Remarques pédagogiques

Tel qu’il est proposé ici, ce jeu mêle les plaisirs de l’engagement physique aux joies et surprises liées à l’incertitude de l’issue du combat de mains. Chose rare, il associe deux ressorts ludiques très différents: la capacité motrice et le verdict du hasard. L’avantage physique n’est-il pas ici contrebalancé par l’aléa pour le plus grand plaisir du moins rapide? Le combat de mains est-il un pur jeu de hasard ou bien donne-t-il la possibilité de prédire les actions de son vis-à-vis?


Cette caractéristique du jeu permet de faire jouer ensemble des joueurs et des joueuses aux capacités motrices très différentes.


Usages et coutumes

Ce jeu est pratiqué dans de nombreux pays, en Italie, au Chili sous le nom de « Capucin-Aleman » et au Japon où il est appelé « Gachanko ». Dans ce dernier cas, le parcours affecte la forme d’une grande spirale : une équipe se met au centre et l’autre à la sortie.

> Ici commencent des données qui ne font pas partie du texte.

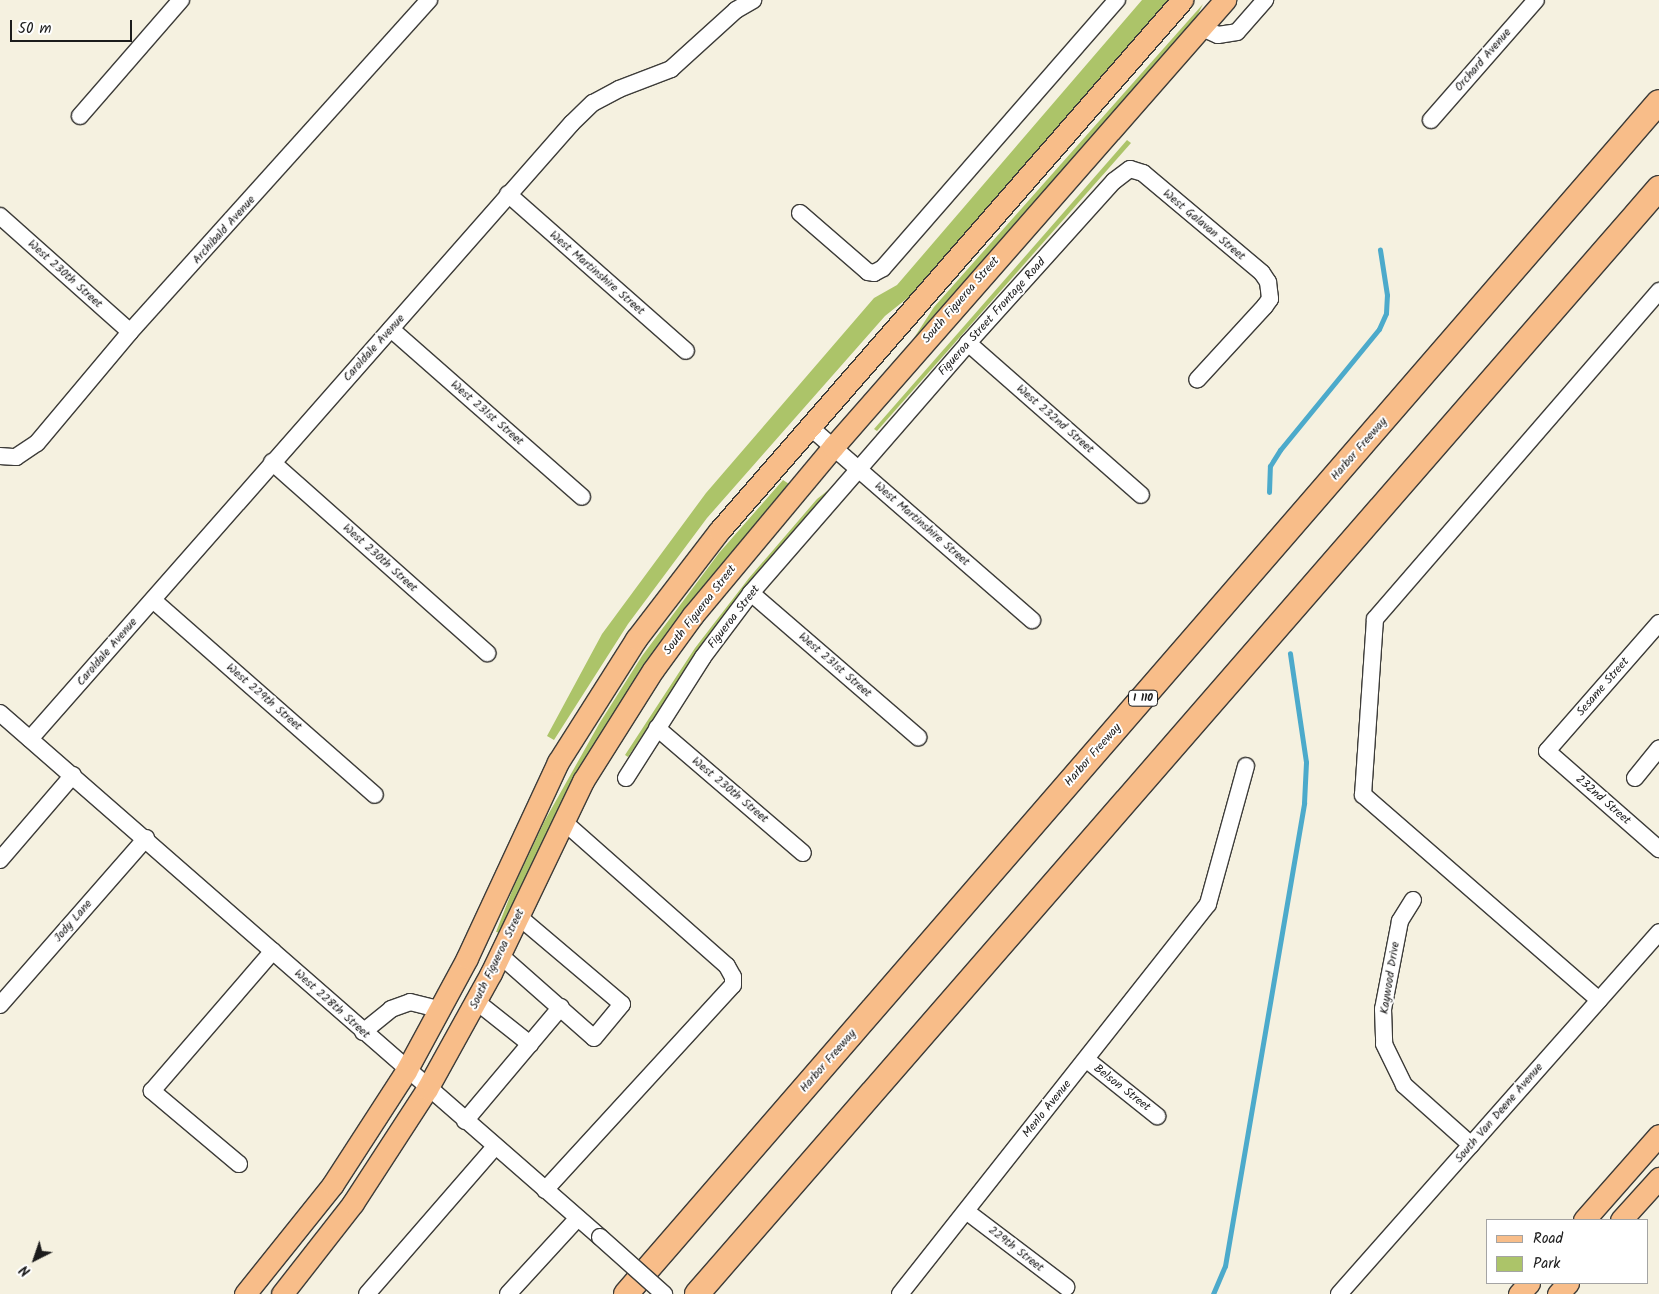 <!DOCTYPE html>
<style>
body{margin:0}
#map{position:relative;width:1659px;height:1294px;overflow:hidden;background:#f5f1e0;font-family:Kalam,sans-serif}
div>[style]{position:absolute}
.green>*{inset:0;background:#acc469}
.stream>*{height:5px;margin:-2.5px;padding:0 2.5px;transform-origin:2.5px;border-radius:2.5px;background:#4caacb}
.roads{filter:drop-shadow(1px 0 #3d3c39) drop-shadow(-1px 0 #3d3c39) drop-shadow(0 1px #3d3c39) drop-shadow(0 -1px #3d3c39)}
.minor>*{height:16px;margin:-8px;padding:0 8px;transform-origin:8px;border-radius:8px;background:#fff}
.major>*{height:21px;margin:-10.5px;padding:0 10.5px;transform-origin:10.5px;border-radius:10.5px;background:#f8bd89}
.highway>*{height:24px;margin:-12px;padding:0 12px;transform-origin:12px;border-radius:12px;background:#f8bd89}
.bridges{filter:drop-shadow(1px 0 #3d3c39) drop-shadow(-1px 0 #3d3c39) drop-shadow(0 1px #3d3c39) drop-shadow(0 -1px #3d3c39)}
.minor-bridge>*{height:16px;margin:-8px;padding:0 8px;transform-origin:8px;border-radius:8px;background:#fff}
span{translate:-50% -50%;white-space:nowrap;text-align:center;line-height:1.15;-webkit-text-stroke:4px #fff;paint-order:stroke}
.shield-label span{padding:1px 4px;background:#fff;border:1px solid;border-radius:4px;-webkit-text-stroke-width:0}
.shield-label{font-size:11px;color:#1c1c1c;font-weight:700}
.street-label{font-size:12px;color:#1c1c1c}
.legend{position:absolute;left:1486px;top:1219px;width:162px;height:65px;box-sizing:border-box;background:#fff;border:1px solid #a4a4a4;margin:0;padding:6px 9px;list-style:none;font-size:15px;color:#1c1c1c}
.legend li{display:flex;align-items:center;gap:10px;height:25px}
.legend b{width:25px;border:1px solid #a4a4a4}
.north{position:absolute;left:10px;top:1234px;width:50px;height:50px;-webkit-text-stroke:4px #fff;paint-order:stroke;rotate:221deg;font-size:14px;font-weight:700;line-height:20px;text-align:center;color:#1c1c1c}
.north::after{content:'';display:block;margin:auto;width:18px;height:22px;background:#1c1c1c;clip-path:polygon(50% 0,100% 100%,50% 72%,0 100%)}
.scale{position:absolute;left:10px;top:20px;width:122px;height:22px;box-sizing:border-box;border:2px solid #1c1c1c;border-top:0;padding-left:6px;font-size:15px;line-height:18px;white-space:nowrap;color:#1c1c1c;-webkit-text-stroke:4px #fff;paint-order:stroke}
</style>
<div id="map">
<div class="green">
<div style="clip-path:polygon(1142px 0,1169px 0,910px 296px,885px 316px,707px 518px,628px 624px,554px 740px,547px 736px,602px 634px,706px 493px,874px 298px,897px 285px)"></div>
<div style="clip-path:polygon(1203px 4px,1190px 30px,914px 338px,934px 307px)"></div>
<div style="clip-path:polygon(1127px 140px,1131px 143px,877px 431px,874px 429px)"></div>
<div style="clip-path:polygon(783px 480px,789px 484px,724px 562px,501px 933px,496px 932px,514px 886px,544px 822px,599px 724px,642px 656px,719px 553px)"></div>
<div style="clip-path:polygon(831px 488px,710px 635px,628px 757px,625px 755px,695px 648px,749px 578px,817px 499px)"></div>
</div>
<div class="stream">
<div style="left:1269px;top:492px;width:26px;rotate:-88deg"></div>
<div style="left:1270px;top:466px;width:19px;rotate:-58deg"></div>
<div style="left:1280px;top:450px;width:156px;rotate:-50.7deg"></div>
<div style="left:1379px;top:329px;width:17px;rotate:-66deg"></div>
<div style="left:1386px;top:313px;width:18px;rotate:-87deg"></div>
<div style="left:1387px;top:295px;width:46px;rotate:-98.8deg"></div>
<div style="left:1213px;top:1294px;width:30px;rotate:-67deg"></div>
<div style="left:1225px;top:1266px;width:470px;rotate:-80.3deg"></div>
<div style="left:1304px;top:803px;width:41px;rotate:-87.2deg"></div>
<div style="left:1306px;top:762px;width:110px;rotate:-98.4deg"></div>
</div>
<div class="roads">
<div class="minor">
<div style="left:1202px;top:28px;width:17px;rotate:24deg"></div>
<div style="left:1218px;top:35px;width:19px;rotate:-9deg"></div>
<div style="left:1237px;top:32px;width:43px;rotate:-48.8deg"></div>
<div style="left:80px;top:116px;width:154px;rotate:-49deg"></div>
<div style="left:1431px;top:120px;width:159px;rotate:-48.8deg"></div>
<div style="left:508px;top:194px;width:237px;rotate:41.4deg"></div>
<div style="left:800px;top:213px;width:90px;rotate:40.9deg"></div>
<div style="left:868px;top:272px;width:6px;rotate:9deg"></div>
<div style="left:874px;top:273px;width:10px;rotate:-29deg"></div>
<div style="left:883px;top:268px;width:356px;rotate:-48.9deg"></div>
<div style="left:0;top:216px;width:174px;rotate:41.7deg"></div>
<div style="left:391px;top:329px;width:254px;rotate:41.3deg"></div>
<div style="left:968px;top:343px;width:230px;rotate:41.3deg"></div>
<div style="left:811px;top:428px;width:293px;rotate:41deg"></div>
<div style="left:0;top:456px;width:16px;rotate:4deg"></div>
<div style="left:16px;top:457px;width:25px;rotate:-34deg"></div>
<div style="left:37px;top:443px;width:145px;rotate:-50deg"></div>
<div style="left:130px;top:332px;width:447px;rotate:-48deg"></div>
<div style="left:272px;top:462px;width:288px;rotate:41.6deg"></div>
<div style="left:751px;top:593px;width:221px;rotate:40.8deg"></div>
<div style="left:153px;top:600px;width:295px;rotate:41.3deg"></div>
<div style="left:1659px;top:623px;width:170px;rotate:131.2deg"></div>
<div style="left:1547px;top:751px;width:149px;rotate:41.2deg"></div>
<div style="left:0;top:713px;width:797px;rotate:41.13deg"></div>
<div style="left:657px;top:728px;width:192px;rotate:40.6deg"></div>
<div style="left:30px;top:739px;width:820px;rotate:-48.66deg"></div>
<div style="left:572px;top:123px;width:29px;rotate:-44deg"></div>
<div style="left:593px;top:103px;width:30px;rotate:-28deg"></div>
<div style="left:619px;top:89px;width:56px;rotate:-21deg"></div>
<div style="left:671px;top:69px;width:88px;rotate:-42.2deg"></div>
<div style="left:736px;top:10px;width:20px;rotate:-30deg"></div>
<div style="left:626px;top:778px;width:143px;rotate:-57.5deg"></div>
<div style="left:703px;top:657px;width:80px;rotate:-53.1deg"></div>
<div style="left:751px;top:593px;width:331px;rotate:-49deg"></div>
<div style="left:968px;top:343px;width:218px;rotate:-48deg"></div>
<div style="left:1114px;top:181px;width:20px;rotate:-37deg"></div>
<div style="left:1130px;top:169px;width:14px;rotate:17deg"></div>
<div style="left:1143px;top:173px;width:155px;rotate:40deg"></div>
<div style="left:1262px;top:273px;width:11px;rotate:56deg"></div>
<div style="left:1268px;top:282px;width:17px;rotate:83deg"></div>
<div style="left:1270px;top:299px;width:9px;rotate:126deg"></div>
<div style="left:1265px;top:306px;width:100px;rotate:132.6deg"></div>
<div style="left:1635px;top:778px;width:38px;rotate:-51deg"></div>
<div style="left:0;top:860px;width:112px;rotate:-49.3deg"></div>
<div style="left:1413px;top:900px;width:25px;rotate:122deg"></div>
<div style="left:1400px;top:921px;width:90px;rotate:100.9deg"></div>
<div style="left:1383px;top:1009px;width:35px;rotate:88deg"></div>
<div style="left:1384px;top:1044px;width:46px;rotate:64deg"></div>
<div style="left:1404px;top:1085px;width:90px;rotate:41.8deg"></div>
<div style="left:500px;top:955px;width:125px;rotate:41.4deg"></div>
<div style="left:594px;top:1038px;width:44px;rotate:-50.5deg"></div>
<div style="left:622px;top:1004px;width:136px;rotate:-139.8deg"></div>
<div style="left:1599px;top:1000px;width:313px;rotate:-139deg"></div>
<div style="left:1363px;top:795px;width:176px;rotate:-86.1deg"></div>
<div style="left:1375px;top:619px;width:434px;rotate:-49.1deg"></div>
<div style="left:477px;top:1002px;width:68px;rotate:38.4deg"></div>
<div style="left:0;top:1005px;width:222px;rotate:-48.8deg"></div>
<div style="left:363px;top:1032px;width:36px;rotate:-39deg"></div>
<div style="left:391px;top:1009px;width:20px;rotate:-20deg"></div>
<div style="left:410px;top:1002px;width:30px;rotate:14deg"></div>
<div style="left:1087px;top:1060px;width:90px;rotate:38.7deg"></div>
<div style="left:465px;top:1121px;width:149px;rotate:-49.9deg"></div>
<div style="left:239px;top:1164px;width:114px;rotate:-140deg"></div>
<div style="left:152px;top:1091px;width:185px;rotate:-49.2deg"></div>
<div style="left:545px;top:1190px;width:278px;rotate:-47.5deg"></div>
<div style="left:733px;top:985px;width:8px;rotate:-90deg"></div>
<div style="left:733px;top:977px;width:13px;rotate:-119deg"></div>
<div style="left:727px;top:966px;width:219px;rotate:-138.5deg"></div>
<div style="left:966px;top:1211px;width:126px;rotate:37.2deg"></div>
<div style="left:367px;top:1294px;width:195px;rotate:-49deg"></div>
<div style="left:508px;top:1294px;width:103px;rotate:-47.4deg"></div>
<div style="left:900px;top:1294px;width:497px;rotate:-51.7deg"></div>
<div style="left:1208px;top:904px;width:143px;rotate:-74.6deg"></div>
<div style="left:1339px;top:1294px;width:483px;rotate:-48.5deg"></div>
</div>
<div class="major">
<div style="left:1584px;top:1220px;width:113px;rotate:-48.6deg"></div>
<div style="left:1621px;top:1220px;width:57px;rotate:-47.9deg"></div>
<div style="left:245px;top:1294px;width:141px;rotate:-51.3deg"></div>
<div style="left:333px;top:1184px;width:135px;rotate:-57.1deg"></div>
<div style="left:406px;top:1071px;width:128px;rotate:-61.6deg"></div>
<div style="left:467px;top:958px;width:216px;rotate:-65.1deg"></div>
<div style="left:558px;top:762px;width:146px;rotate:-57.6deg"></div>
<div style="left:636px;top:639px;width:136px;rotate:-52.5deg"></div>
<div style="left:719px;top:531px;width:705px;rotate:-48.91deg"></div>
<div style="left:282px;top:1294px;width:115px;rotate:-52deg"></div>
<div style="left:353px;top:1203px;width:136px;rotate:-57deg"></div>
<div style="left:427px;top:1089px;width:132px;rotate:-61.1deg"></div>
<div style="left:491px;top:973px;width:213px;rotate:-64.4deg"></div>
<div style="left:583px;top:781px;width:131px;rotate:-57.8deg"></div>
<div style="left:653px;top:670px;width:68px;rotate:-54deg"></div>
<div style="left:693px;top:615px;width:219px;rotate:-50.2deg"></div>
<div style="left:833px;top:447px;width:595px;rotate:-48.75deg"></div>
<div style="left:1519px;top:1294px;width:15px;rotate:-48deg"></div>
<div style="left:1558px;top:1294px;width:15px;rotate:-48deg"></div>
</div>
<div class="highway">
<div style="left:626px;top:1294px;width:1577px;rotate:-49.09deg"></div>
<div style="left:697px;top:1294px;width:1466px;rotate:-48.98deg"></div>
</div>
</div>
<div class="bridges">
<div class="minor-bridge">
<div style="left:600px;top:1237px;width:86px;rotate:41.7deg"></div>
</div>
</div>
<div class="shield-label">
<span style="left:1143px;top:698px">I 110</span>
</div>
<div class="street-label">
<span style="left:1483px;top:60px;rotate:-49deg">Orchard Avenue</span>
<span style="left:1204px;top:225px;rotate:40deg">West Galavan Street</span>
<span style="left:224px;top:230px;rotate:-48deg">Archibald Avenue</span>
<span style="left:597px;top:273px;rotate:41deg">West Martinshire Street</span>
<span style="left:65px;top:274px;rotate:42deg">West 230th Street</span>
<span style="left:961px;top:300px;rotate:-49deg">South Figueroa Street</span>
<span style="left:992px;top:317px;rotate:-48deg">Figueroa Street Frontage Road</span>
<span style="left:374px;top:348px;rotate:-48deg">Caroldale Avenue</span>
<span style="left:487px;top:413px;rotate:41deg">West 231st Street</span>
<span style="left:1055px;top:419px;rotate:41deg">West 232nd Street</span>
<span style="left:1359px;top:449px;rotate:-49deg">Harbor Freeway</span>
<span style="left:922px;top:524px;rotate:41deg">West Martinshire Street</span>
<span style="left:380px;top:558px;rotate:42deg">West 230th Street</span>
<span style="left:700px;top:610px;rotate:-52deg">South Figueroa Street</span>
<span style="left:734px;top:617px;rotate:-52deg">Figueroa Street</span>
<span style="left:107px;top:652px;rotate:-49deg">Caroldale Avenue</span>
<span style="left:835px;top:665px;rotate:41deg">West 231st Street</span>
<span style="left:1603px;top:687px;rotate:-49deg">Sesame Street</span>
<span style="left:264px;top:697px;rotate:41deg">West 229th Street</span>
<span style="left:1093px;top:755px;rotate:-49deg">Harbor Freeway</span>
<span style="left:730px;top:790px;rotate:40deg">West 230th Street</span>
<span style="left:1603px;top:800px;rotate:41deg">232nd Street</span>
<span style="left:73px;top:921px;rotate:-49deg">Jody Lane</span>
<span style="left:497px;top:959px;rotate:-64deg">South Figueroa Street</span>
<span style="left:1390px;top:978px;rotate:-81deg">Kaywood Drive</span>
<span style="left:332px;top:1004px;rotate:42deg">West 228th Street</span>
<span style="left:828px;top:1061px;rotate:-49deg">Harbor Freeway</span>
<span style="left:1122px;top:1088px;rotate:38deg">Belson Street</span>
<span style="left:1047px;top:1109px;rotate:-51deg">Menlo Avenue</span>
<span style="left:1499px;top:1113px;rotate:-49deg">South Van Deene Avenue</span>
<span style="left:1016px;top:1249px;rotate:38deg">229th Street</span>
</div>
<ul class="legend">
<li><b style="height:6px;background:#f8bd89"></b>Road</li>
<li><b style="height:14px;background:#acc469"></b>Park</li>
</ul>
<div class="north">N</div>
<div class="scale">50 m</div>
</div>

Le livret pédagogique jeux du monde d'ici et d'ailleurs

Les manières d’assurer l’animation des jeux nécessitent de prendre en compte les caractéristiques des pratiquants (âge, niveau, motivations…), les conditions matérielles et les données globales du contexte. L’animateur devra ajuster son intervention à cet ensemble de particularités propres à chacune des situations qui se présentera.